**Work task:** Only lines holding the word "stream" should be copied from the material.
>>>>
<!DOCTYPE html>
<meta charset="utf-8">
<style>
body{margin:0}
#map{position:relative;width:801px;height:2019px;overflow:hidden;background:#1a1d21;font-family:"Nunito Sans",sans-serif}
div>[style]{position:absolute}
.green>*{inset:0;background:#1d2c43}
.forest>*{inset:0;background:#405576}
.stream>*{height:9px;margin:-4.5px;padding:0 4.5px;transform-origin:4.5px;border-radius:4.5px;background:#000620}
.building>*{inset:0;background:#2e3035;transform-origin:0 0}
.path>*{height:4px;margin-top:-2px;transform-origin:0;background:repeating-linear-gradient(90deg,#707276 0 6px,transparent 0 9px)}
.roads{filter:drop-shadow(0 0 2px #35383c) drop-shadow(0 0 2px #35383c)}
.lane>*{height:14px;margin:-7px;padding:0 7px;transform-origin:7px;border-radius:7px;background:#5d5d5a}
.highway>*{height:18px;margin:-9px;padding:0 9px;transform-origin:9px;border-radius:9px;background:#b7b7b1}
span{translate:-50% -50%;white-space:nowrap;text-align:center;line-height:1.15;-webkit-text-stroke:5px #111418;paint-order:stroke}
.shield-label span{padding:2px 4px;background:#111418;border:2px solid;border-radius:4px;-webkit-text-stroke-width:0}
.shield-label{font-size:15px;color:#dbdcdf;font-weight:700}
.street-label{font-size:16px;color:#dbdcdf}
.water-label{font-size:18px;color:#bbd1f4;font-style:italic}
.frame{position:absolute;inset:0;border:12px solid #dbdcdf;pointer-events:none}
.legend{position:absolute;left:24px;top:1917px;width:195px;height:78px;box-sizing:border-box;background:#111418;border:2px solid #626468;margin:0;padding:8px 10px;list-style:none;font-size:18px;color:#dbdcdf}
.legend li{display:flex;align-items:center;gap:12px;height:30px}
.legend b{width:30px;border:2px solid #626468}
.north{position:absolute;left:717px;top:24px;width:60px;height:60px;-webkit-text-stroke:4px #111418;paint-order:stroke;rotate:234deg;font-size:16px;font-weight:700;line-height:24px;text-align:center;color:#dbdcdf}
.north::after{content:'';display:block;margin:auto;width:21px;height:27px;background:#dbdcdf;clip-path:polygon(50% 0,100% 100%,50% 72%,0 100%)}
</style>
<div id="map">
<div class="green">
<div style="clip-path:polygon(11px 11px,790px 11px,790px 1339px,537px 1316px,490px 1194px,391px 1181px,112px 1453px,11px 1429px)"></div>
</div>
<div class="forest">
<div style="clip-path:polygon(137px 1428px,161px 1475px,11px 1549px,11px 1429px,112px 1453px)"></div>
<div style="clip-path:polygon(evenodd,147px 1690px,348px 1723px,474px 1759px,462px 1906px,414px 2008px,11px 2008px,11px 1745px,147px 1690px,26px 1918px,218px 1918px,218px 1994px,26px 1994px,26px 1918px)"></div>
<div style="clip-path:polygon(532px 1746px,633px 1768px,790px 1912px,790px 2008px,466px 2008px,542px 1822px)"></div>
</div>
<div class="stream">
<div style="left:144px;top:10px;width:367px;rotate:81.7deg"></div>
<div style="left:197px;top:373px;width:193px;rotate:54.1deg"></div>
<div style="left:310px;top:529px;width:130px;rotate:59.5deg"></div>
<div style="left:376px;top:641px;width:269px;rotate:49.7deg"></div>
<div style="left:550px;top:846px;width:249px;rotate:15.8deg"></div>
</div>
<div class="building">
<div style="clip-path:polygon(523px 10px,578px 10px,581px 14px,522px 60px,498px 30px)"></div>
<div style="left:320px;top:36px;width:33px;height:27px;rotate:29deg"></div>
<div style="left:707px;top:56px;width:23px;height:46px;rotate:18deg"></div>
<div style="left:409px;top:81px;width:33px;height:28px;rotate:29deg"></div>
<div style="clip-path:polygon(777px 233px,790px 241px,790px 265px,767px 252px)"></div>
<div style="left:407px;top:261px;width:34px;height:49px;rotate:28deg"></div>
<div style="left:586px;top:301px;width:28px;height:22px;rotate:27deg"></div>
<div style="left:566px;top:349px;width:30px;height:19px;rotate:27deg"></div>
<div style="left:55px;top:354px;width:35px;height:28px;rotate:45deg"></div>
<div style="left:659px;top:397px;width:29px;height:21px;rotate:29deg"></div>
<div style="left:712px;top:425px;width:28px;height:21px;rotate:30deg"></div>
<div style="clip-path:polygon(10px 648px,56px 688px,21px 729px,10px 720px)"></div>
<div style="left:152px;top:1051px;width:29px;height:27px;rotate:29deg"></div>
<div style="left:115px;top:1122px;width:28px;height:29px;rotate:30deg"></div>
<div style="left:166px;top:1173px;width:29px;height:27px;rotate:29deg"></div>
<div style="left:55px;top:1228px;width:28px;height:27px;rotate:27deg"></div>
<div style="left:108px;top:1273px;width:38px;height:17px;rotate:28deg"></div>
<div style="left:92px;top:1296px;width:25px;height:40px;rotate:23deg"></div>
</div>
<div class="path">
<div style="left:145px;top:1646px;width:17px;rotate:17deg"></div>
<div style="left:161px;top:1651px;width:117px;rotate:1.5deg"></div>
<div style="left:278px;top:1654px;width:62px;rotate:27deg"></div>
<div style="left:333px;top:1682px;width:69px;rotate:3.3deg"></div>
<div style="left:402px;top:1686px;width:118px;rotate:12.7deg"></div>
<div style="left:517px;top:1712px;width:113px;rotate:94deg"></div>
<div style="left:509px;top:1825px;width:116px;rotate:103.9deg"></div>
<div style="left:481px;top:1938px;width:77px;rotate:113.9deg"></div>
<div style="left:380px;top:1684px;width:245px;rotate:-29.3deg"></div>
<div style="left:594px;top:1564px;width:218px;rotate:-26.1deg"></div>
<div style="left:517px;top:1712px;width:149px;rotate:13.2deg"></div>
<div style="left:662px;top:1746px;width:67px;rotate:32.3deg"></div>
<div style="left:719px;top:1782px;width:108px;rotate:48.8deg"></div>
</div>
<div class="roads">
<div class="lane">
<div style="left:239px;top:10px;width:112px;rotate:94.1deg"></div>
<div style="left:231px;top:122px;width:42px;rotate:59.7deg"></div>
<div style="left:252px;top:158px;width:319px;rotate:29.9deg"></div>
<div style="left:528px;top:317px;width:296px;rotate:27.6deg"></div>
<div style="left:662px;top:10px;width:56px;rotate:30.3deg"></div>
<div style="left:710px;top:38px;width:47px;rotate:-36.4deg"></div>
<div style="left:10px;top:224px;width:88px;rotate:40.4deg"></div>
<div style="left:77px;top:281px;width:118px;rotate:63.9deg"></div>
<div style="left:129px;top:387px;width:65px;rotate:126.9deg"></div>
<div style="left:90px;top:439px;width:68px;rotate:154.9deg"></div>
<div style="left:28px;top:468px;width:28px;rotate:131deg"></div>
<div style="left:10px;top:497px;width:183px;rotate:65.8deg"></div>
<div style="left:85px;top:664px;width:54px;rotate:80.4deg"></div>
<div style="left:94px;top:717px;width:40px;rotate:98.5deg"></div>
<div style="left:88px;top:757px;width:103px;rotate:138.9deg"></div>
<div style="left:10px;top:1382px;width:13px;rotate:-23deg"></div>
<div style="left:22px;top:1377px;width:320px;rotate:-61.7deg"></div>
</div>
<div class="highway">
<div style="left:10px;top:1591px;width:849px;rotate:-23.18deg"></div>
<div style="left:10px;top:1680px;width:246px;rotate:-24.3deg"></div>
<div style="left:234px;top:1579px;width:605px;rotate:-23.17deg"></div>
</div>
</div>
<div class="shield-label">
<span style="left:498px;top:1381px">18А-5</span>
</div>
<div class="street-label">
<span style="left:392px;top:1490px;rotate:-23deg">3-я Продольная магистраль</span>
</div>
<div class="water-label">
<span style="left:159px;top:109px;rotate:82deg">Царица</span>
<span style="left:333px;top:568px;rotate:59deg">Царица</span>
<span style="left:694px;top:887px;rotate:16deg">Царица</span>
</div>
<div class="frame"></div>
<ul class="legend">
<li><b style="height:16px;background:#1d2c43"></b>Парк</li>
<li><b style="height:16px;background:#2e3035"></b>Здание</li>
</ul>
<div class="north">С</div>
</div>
<<<<
**Result of the exercise:**
.stream>*{height:9px;margin:-4.5px;padding:0 4.5px;transform-origin:4.5px;border-radius:4.5px;background:#000620}
<div class="stream">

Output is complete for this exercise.